Once the pictures are set aside, copy everything else in the records exactly.

Segment Start: Raw data

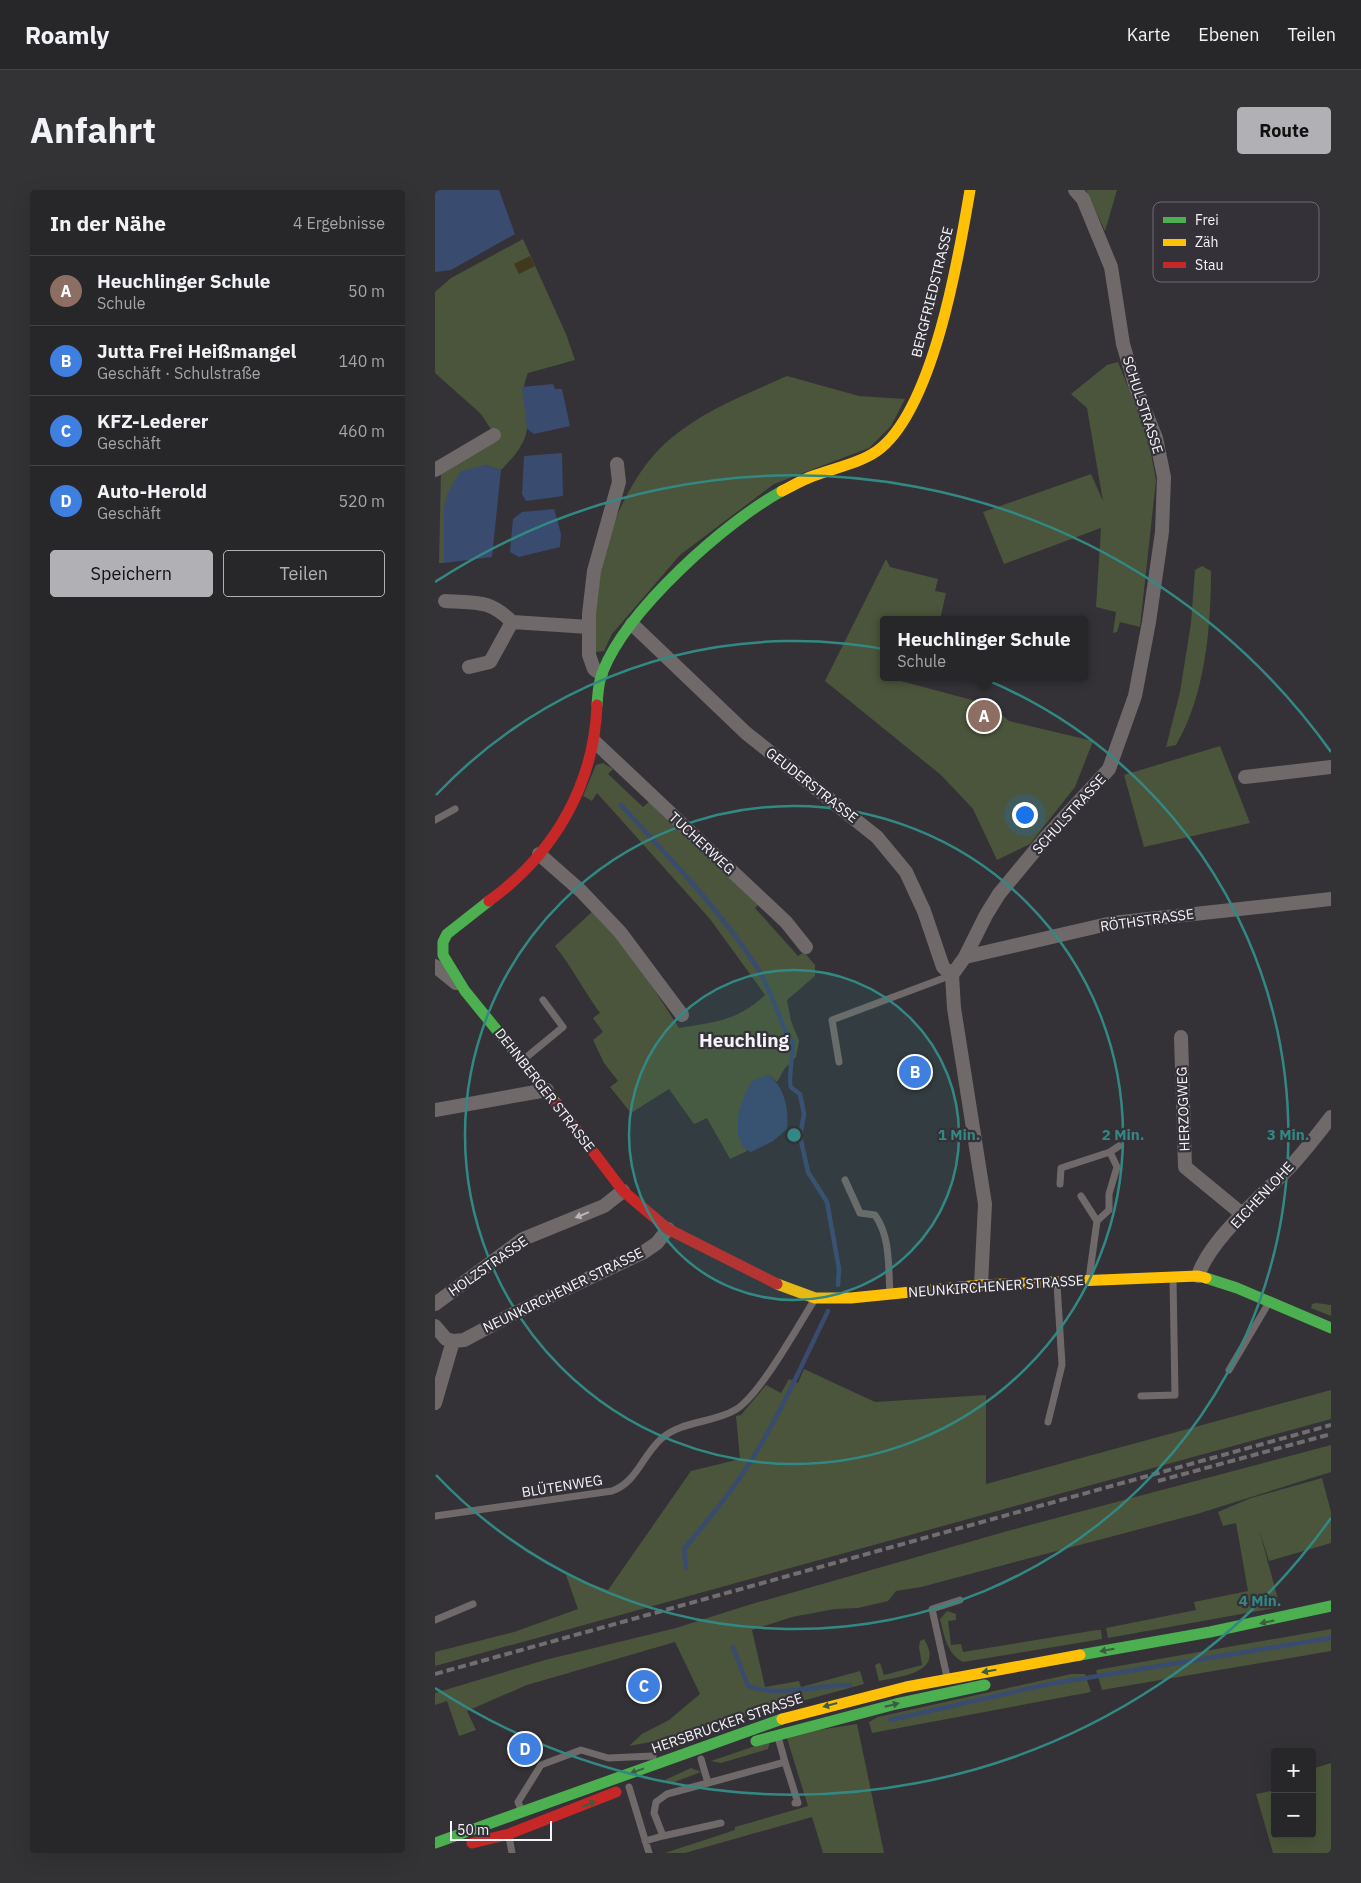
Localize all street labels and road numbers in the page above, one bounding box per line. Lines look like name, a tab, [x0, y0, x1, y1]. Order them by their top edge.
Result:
street label: BERGFRIEDSTRASSE	[907, 225, 957, 359]
street label: SCHULSTRASSE	[1119, 354, 1167, 456]
street label: GEUDERSTRASSE	[762, 743, 862, 827]
street label: SCHULSTRASSE	[1028, 770, 1110, 858]
street label: TUCHERWEG	[665, 808, 739, 878]
street label: RÖTHSTRASSE	[1099, 905, 1195, 935]
street label: DEHNBERGER STRASSE	[491, 1025, 599, 1155]
street label: HERZOGWEG	[1173, 1066, 1193, 1152]
street label: EICHENLOHE	[1226, 1158, 1298, 1232]
street label: HOLZSTRASSE	[445, 1232, 531, 1300]
street label: NEUNKIRCHENER STRASSE	[480, 1243, 646, 1337]
street label: NEUNKIRCHENER STRASSE	[908, 1271, 1084, 1301]
street label: BLÜTENWEG	[520, 1471, 604, 1501]
street label: HERSBRUCKER STRASSE	[649, 1689, 805, 1757]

Segment End: Raw data

#### Output for this task
Localize all street labels and road numbers in the page above, one bounding box per line. Lines look like name, a tab, [x0, y0, x1, y1]. Order them by their top edge.
Result:
street label: BERGFRIEDSTRASSE	[907, 225, 957, 359]
street label: SCHULSTRASSE	[1119, 354, 1167, 456]
street label: GEUDERSTRASSE	[762, 743, 862, 827]
street label: SCHULSTRASSE	[1028, 770, 1110, 858]
street label: TUCHERWEG	[665, 808, 739, 878]
street label: RÖTHSTRASSE	[1099, 905, 1195, 935]
street label: DEHNBERGER STRASSE	[491, 1025, 599, 1155]
street label: HERZOGWEG	[1173, 1066, 1193, 1152]
street label: EICHENLOHE	[1226, 1158, 1298, 1232]
street label: HOLZSTRASSE	[445, 1232, 531, 1300]
street label: NEUNKIRCHENER STRASSE	[480, 1243, 646, 1337]
street label: NEUNKIRCHENER STRASSE	[908, 1271, 1084, 1301]
street label: BLÜTENWEG	[520, 1471, 604, 1501]
street label: HERSBRUCKER STRASSE	[649, 1689, 805, 1757]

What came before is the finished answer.